The relationship began innocently. I’ve been an avid reader since the age of five, and over the years developed a knack for uncovering uncommon modern first editions. I’d walk into a thrift shop and spot a copy of William Kennedy’s first novel, The Ink Truck, snuggling up to Jane Fonda’s workout book, for a buck. Or at a small town antique store, something especially nice, perhaps a near-fine first edition of Cormac McCarthy’s Outer Dark, would leer at me from a dark shelf – $1.50. John Berryman’s Poems (New Directions, 1942) found me at a garage sale, for a quarter. Good Will yielded Pynchon’s Gravity’s Rainbow. There were others, of course. Many others.

I partnered with a few like-minded friends and opened a store, and when that didn’t work out, started my own home-based book business, which eventually expanded into a small brick-and-mortar shop, a true labor of love. And I mean labor. The forlorn space we rented was cheap and had housed for years a low-end, illicit massage parlor. Cleaning it out was, oh, shall we say interesting? I’ll never forget the furry massage table, the naked lady lamp or the various implements left behind after the joint was finally forced to close. But we hauled out the filthy carpeting, stripped and refinished the hardwood floors, fixed, painted and patched what we could, and hid what we couldn’t. It was exhausting, but well worth the toil.

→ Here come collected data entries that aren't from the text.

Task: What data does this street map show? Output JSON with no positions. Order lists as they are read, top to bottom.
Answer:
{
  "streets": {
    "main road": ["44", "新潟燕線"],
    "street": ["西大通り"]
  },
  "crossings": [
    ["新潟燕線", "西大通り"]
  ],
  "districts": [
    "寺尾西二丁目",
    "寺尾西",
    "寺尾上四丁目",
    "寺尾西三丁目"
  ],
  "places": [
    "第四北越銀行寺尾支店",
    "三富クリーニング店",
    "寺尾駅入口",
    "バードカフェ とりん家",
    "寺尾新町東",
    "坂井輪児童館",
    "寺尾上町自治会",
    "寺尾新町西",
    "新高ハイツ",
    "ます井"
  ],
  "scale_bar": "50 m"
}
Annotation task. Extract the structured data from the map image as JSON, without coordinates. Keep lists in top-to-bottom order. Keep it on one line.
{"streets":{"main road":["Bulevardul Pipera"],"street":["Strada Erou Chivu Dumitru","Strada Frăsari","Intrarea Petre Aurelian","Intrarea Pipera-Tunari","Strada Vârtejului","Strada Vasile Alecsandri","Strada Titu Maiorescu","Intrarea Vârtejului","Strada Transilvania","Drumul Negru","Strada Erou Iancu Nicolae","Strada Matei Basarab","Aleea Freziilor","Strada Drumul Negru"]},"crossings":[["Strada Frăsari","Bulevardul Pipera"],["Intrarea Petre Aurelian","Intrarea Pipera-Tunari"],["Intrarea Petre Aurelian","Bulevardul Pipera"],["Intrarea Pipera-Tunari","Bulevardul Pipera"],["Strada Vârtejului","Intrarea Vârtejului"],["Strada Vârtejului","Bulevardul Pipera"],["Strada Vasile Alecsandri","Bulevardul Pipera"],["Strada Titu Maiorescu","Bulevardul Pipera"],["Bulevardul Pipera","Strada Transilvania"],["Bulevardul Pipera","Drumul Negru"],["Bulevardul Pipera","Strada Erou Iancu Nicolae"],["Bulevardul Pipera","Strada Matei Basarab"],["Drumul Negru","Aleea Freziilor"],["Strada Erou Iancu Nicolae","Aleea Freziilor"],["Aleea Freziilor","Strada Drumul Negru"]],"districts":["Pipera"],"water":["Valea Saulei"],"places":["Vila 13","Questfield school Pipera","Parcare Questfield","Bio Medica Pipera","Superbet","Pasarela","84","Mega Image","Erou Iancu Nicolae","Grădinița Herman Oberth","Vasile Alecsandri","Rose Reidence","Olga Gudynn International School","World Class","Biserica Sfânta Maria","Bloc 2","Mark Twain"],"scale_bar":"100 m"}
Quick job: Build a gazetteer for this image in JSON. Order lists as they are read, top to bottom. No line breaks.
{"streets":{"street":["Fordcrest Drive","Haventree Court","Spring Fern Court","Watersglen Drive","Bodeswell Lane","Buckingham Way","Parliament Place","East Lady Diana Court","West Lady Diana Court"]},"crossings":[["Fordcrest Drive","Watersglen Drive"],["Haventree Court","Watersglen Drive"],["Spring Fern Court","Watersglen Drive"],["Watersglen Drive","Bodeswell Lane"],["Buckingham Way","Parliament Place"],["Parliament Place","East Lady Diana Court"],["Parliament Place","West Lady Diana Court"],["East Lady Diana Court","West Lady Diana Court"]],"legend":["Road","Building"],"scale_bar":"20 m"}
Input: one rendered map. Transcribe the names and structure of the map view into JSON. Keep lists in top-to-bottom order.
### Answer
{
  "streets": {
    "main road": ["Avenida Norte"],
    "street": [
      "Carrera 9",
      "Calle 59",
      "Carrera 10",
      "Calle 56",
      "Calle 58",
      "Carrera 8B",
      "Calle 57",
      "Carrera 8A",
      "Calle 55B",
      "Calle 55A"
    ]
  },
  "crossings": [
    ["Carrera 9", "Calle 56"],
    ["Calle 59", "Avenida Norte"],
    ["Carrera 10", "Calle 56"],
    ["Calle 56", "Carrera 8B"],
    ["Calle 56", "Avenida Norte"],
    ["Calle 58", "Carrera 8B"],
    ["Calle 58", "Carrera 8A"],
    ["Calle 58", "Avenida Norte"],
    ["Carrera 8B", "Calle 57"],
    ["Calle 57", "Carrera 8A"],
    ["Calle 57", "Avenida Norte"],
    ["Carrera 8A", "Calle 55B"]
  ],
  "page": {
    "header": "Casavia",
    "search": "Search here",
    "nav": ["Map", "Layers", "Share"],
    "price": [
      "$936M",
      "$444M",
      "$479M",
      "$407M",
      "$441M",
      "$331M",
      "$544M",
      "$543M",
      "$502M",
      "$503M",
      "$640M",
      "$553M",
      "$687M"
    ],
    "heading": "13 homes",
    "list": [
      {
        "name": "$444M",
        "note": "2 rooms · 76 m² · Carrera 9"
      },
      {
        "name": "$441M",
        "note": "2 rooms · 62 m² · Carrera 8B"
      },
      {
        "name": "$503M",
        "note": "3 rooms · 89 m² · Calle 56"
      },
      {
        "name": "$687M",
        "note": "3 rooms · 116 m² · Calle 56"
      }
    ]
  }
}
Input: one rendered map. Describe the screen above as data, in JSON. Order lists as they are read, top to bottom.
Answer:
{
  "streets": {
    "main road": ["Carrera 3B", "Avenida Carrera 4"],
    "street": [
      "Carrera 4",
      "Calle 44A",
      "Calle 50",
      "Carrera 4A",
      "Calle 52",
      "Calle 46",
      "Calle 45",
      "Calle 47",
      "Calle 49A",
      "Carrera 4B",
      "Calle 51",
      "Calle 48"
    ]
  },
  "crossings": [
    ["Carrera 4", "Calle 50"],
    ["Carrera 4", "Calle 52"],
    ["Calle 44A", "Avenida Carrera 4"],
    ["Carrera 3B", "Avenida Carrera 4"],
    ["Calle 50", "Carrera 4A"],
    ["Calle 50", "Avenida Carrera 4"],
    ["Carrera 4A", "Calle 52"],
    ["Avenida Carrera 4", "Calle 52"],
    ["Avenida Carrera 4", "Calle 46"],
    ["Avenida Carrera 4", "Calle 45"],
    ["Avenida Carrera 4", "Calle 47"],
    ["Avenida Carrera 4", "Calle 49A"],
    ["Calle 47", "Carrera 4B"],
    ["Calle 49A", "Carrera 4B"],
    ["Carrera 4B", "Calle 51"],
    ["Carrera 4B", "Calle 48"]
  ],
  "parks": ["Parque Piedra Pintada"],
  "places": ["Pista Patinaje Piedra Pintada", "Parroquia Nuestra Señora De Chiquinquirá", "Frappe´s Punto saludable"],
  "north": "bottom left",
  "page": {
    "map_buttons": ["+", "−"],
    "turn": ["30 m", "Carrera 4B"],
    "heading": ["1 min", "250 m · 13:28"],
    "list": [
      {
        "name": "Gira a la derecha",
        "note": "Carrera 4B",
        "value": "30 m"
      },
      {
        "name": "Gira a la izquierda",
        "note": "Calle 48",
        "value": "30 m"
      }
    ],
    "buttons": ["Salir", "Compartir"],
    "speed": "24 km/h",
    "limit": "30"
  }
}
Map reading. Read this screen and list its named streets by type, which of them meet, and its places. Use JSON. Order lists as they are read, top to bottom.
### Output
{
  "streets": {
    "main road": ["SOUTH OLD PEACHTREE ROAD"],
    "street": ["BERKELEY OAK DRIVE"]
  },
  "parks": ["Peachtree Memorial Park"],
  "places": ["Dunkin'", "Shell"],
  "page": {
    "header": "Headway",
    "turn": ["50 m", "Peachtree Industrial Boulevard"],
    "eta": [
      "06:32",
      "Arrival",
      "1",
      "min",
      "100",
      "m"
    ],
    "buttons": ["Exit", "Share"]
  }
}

My work schedule ran from Monday through Sunday, a minimum of eighty hours a week – in a seven-year period, I took off only two long weekends. It consumed me, but in the end I emerged mostly intact, a little more aware of my proclivities, of an unhealthy tendency to immerse myself wholly into an enthusiasm, to the detriment of family and friends. When we sold our store’s wares, I embraced the change; some dreams simply deplete you. But the itch remained.

Just a few weeks ago I found myself perusing an accumulation of books in a storage facility across the street from a junk shop in Llano, Texas, a small county seat an hour’s drive west of my home on the outskirts of Austin. The shop’s owner had purchased an English professor’s estate, and judging by the collection, the professor had specialized in poetry. My first thought was “I want it all,” but reason set in (I could very well imagine my wife’s reaction were I to arrive home with a trailerful of books) so I glanced over the criticism, fiction, drama, essays and biographies, and concentrated on the poetry. In the end I walked away with thirty-one books, including H.D.’s Red Roses for Bronze (Chatto & Windus, 1931), Randall Jarrell’s Little Friend, Little Friend, Elizabeth Bishop’s Collected Poems and Questions of Travel, a brace of Berrymans – His Toy, His Dream, His Rest and Homage to Mistress Bradstreet – both the U.S. and U.K. first editions, which differ – and Love & Fame. A good haul, to say the least, but one that left me only partially satisfied and contemplating a return. But I remain resolute. So far.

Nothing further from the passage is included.